Encryption transforms data using a key so that only someone with the correct key can read it. AES, RSA, and ChaCha20 are encryption algorithms. They provide confidentiality.
Hashing transforms data into a fixed-size digest that cannot be reversed. SHA-256 and bcrypt are hashing algorithms. They provide integrity and password verification. For generating cryptographic hashes, use our Hash Generator tool.
Important: Never use Base64 to "hide" or "secure" sensitive data like passwords, API keys, or personal information. Base64 is trivially reversible. Any developer can decode a Base64 string in seconds using any programming language, command-line tool, or online decoder. If you need to protect data, use proper encryption.

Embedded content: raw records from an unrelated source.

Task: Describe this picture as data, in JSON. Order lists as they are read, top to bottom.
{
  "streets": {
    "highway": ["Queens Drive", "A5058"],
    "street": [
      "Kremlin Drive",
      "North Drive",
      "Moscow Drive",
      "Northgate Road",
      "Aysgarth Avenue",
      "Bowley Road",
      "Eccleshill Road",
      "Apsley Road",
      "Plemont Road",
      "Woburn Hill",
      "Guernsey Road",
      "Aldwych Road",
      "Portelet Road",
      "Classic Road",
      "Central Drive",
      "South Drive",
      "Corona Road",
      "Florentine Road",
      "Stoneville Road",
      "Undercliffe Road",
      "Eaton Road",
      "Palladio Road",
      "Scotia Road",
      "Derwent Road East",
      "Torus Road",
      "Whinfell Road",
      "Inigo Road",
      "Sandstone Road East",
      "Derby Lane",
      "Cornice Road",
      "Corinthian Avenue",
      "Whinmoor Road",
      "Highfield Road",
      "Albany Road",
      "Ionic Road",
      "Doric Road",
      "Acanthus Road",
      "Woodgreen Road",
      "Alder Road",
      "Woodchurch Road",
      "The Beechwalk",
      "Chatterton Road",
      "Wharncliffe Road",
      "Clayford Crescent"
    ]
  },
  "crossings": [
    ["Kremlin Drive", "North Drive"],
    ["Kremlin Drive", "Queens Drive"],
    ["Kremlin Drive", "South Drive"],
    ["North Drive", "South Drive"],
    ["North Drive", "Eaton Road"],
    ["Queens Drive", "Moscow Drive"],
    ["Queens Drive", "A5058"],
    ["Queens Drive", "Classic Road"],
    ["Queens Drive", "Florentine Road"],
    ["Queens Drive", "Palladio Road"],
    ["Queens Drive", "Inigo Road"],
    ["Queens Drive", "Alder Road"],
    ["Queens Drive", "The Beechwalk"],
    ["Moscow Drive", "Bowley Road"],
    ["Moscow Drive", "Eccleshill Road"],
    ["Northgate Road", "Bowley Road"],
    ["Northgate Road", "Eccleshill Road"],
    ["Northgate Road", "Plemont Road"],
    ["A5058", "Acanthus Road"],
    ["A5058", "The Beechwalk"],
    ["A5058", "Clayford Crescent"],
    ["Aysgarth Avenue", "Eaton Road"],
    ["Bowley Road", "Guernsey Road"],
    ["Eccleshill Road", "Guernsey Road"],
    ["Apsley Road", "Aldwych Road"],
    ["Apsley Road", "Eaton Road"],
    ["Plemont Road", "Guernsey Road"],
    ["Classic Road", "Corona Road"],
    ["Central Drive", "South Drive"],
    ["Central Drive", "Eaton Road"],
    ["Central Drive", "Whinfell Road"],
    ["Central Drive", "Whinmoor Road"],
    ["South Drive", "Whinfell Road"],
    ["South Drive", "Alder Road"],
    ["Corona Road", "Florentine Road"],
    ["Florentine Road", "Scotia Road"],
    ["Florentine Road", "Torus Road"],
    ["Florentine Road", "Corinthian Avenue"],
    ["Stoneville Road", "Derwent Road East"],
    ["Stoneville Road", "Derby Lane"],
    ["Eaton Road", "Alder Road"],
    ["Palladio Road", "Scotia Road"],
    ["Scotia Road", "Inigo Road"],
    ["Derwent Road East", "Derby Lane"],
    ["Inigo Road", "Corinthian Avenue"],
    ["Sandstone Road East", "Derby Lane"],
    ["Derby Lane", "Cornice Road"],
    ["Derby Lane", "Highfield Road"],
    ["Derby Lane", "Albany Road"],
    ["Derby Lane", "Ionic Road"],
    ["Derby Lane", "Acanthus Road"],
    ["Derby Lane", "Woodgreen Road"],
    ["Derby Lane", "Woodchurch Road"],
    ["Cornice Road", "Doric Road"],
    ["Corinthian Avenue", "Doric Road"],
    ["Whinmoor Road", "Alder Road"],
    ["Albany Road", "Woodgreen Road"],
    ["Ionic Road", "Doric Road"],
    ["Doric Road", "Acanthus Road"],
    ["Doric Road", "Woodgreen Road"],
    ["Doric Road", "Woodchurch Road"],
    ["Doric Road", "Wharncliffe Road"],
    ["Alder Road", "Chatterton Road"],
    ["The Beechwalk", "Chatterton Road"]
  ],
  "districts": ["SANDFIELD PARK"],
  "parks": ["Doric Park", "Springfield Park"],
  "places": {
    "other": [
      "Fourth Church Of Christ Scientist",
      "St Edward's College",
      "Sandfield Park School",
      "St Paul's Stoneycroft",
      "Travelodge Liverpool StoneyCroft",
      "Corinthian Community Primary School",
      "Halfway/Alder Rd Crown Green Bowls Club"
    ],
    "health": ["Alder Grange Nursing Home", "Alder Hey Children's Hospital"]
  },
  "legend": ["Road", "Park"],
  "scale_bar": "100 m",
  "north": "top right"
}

A common misconception arises from JWT tokens. JWTs use Base64url encoding for their header and payload, which can make the token appear opaque. In reality, anyone can decode the header and payload of a JWT. The signature (the third section) is what provides integrity verification, not the Base64 encoding. The payload of a JWT should never contain sensitive information that the client should not be able to read.
Related Tools on Zovo Tools
Frequently Asked Questions
No. Base64 is an encoding scheme, not encryption. It transforms binary data into a text representation that can be reversed by anyone without a key. There is no secret involved. Base64 provides zero security. Anyone who has the encoded string can decode it instantly. Never use Base64 as a way to hide or protect sensitive data.
Base64 represents every 3 bytes (24 bits) of input as 4 characters (each encoding 6 bits). Since each output character takes 1 byte in ASCII, 3 input bytes become 4 output bytes. That is a 4/3 ratio, which equals approximately 33% size increase. Additional padding characters and line breaks can add slightly more overhead.
Standard Base64 uses the characters + and / which have special meaning in URLs. URL-safe Base64 (also called Base64url, defined in RFC 4648) replaces + with - and / with _ to avoid URL encoding issues. It also typically omits the = padding characters. JWT tokens and many web APIs use URL-safe Base64.
Use Base64 when you need to embed binary data in a text-only context: data URIs in HTML/CSS, JSON payloads containing binary files, email attachments via MIME, storing binary data in XML, or passing binary data through systems that only handle ASCII text. Avoid Base64 when the transport already supports binary data natively, as the 33% overhead adds unnecessary size.
In browsers, use btoa() to encode a string to Base64 and atob() to decode. For Unicode strings, first encode to UTF-8 bytes: btoa(unescape(encodeURIComponent(str))). In Node.js, use Buffer.from(str).toString('base64') to encode and Buffer.from(b64, 'base64').toString() to decode.